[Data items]
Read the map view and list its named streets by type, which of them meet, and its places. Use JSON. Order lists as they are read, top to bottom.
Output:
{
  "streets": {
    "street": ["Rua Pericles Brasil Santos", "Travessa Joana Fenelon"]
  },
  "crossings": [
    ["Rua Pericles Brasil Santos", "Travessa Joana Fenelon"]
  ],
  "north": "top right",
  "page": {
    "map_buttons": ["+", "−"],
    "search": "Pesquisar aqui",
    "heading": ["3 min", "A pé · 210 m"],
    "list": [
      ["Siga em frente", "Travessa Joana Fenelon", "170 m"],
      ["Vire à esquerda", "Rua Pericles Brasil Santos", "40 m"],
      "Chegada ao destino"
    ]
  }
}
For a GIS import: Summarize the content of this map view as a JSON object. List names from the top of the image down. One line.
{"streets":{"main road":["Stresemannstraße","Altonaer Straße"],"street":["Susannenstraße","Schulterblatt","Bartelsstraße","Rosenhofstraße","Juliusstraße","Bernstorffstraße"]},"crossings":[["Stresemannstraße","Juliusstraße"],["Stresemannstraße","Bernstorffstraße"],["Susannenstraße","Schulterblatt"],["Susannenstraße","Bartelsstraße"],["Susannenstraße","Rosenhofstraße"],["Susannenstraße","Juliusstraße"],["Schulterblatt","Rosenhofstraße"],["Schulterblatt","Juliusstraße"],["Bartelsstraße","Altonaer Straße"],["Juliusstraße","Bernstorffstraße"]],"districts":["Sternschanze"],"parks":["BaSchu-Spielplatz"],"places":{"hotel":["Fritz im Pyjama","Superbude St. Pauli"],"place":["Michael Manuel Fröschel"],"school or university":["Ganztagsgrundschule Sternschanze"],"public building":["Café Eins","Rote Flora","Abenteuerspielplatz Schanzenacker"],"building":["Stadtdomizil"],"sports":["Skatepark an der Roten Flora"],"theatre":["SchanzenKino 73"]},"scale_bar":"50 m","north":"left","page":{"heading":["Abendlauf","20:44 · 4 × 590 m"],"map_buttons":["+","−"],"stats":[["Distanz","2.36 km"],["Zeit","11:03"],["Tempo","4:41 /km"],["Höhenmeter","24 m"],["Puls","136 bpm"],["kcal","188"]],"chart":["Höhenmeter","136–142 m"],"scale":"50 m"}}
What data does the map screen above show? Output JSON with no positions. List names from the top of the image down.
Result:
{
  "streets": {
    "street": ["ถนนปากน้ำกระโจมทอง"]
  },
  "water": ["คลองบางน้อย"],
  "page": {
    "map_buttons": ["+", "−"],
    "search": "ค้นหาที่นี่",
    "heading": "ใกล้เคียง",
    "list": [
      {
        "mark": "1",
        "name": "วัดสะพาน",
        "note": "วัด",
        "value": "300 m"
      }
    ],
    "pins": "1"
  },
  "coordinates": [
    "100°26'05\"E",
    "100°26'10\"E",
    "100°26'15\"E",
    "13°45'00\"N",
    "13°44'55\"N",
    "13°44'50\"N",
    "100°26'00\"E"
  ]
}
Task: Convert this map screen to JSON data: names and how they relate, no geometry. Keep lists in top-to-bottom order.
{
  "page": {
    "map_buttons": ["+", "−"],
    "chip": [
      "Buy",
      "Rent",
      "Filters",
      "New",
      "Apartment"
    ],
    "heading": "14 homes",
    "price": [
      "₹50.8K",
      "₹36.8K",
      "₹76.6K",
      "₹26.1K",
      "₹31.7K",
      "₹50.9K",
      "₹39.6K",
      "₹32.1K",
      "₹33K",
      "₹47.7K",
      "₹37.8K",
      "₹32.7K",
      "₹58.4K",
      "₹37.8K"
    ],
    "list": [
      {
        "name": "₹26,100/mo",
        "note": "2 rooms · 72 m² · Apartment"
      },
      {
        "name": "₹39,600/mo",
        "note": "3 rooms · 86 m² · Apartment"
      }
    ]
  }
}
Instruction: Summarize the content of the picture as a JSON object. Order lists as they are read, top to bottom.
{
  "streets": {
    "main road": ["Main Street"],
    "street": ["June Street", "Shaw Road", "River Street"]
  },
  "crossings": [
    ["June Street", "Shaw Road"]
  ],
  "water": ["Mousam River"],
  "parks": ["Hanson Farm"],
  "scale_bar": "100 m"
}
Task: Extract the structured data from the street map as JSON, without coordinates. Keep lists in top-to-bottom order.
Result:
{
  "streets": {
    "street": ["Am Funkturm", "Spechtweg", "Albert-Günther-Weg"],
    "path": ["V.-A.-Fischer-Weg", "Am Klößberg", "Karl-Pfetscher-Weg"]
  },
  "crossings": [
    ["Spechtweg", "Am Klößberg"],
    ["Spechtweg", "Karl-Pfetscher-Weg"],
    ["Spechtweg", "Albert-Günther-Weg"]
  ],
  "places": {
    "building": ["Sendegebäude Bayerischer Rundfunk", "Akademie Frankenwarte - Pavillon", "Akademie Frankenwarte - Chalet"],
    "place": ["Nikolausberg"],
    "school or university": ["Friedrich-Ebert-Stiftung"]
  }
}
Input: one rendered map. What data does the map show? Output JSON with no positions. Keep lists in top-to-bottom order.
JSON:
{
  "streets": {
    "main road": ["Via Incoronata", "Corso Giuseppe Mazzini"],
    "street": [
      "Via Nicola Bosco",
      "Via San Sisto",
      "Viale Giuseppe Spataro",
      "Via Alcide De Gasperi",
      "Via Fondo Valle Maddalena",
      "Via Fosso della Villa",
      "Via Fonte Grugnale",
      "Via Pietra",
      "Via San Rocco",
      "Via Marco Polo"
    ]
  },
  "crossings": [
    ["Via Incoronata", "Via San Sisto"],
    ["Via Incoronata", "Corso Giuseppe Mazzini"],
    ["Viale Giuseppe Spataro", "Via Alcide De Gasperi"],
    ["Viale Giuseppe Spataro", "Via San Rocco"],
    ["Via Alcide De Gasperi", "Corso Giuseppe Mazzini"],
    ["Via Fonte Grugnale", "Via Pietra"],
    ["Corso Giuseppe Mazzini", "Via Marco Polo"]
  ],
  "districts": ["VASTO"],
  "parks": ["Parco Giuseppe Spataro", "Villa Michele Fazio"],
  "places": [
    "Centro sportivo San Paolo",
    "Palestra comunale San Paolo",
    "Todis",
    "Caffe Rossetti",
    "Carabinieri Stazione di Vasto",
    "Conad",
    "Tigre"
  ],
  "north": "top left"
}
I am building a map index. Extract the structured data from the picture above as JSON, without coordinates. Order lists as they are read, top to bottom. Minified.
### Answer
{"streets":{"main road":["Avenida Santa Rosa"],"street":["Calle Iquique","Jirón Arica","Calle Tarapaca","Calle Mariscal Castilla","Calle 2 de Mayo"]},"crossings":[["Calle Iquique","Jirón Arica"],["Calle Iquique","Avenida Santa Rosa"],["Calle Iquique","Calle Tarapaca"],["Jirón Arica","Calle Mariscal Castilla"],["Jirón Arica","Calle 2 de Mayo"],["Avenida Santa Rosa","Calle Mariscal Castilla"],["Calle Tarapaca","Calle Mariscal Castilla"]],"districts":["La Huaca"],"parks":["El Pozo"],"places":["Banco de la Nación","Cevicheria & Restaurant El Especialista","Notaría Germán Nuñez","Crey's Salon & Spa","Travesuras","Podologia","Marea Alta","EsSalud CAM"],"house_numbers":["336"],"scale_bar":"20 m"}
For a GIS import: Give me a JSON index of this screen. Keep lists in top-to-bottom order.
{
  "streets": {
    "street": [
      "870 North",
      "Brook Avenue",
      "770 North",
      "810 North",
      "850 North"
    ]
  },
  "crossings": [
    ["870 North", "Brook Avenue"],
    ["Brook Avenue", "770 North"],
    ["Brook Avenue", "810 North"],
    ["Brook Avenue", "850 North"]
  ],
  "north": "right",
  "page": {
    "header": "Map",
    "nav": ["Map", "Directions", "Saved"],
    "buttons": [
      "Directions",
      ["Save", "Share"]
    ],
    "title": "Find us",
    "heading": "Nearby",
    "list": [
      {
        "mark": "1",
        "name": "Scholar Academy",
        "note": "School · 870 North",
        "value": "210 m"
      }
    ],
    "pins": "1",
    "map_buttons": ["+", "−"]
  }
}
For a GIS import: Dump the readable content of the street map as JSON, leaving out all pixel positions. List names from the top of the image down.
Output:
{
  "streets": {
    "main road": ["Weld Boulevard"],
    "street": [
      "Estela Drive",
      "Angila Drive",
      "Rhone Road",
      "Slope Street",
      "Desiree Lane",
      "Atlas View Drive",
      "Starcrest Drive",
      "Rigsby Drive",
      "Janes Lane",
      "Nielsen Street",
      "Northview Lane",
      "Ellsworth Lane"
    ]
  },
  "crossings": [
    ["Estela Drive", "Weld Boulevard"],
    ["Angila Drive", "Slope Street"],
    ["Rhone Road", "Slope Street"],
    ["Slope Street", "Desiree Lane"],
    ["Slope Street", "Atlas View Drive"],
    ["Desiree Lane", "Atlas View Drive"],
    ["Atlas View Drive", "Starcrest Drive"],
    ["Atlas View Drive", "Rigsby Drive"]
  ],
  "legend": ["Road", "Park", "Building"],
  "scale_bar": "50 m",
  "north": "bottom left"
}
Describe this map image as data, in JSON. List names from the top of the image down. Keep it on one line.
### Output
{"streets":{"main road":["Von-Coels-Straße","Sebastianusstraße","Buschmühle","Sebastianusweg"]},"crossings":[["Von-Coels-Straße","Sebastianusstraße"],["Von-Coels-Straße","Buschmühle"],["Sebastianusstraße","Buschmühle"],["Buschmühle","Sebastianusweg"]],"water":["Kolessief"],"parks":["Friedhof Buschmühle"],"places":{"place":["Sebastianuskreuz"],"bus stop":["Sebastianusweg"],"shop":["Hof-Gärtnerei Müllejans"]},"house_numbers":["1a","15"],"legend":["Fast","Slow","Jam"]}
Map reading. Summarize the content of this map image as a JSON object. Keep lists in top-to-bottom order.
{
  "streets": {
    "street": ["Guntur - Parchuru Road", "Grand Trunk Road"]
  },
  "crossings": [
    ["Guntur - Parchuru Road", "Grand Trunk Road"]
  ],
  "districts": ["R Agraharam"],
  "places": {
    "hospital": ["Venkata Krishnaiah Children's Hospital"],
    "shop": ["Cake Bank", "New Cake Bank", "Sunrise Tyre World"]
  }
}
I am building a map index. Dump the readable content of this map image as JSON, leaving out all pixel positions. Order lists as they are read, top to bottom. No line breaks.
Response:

→ **TASK**
Please tally the lines of the entries that contain the string "without" and reply with the count alone.

→ **EXERCISE OUTPUT**
2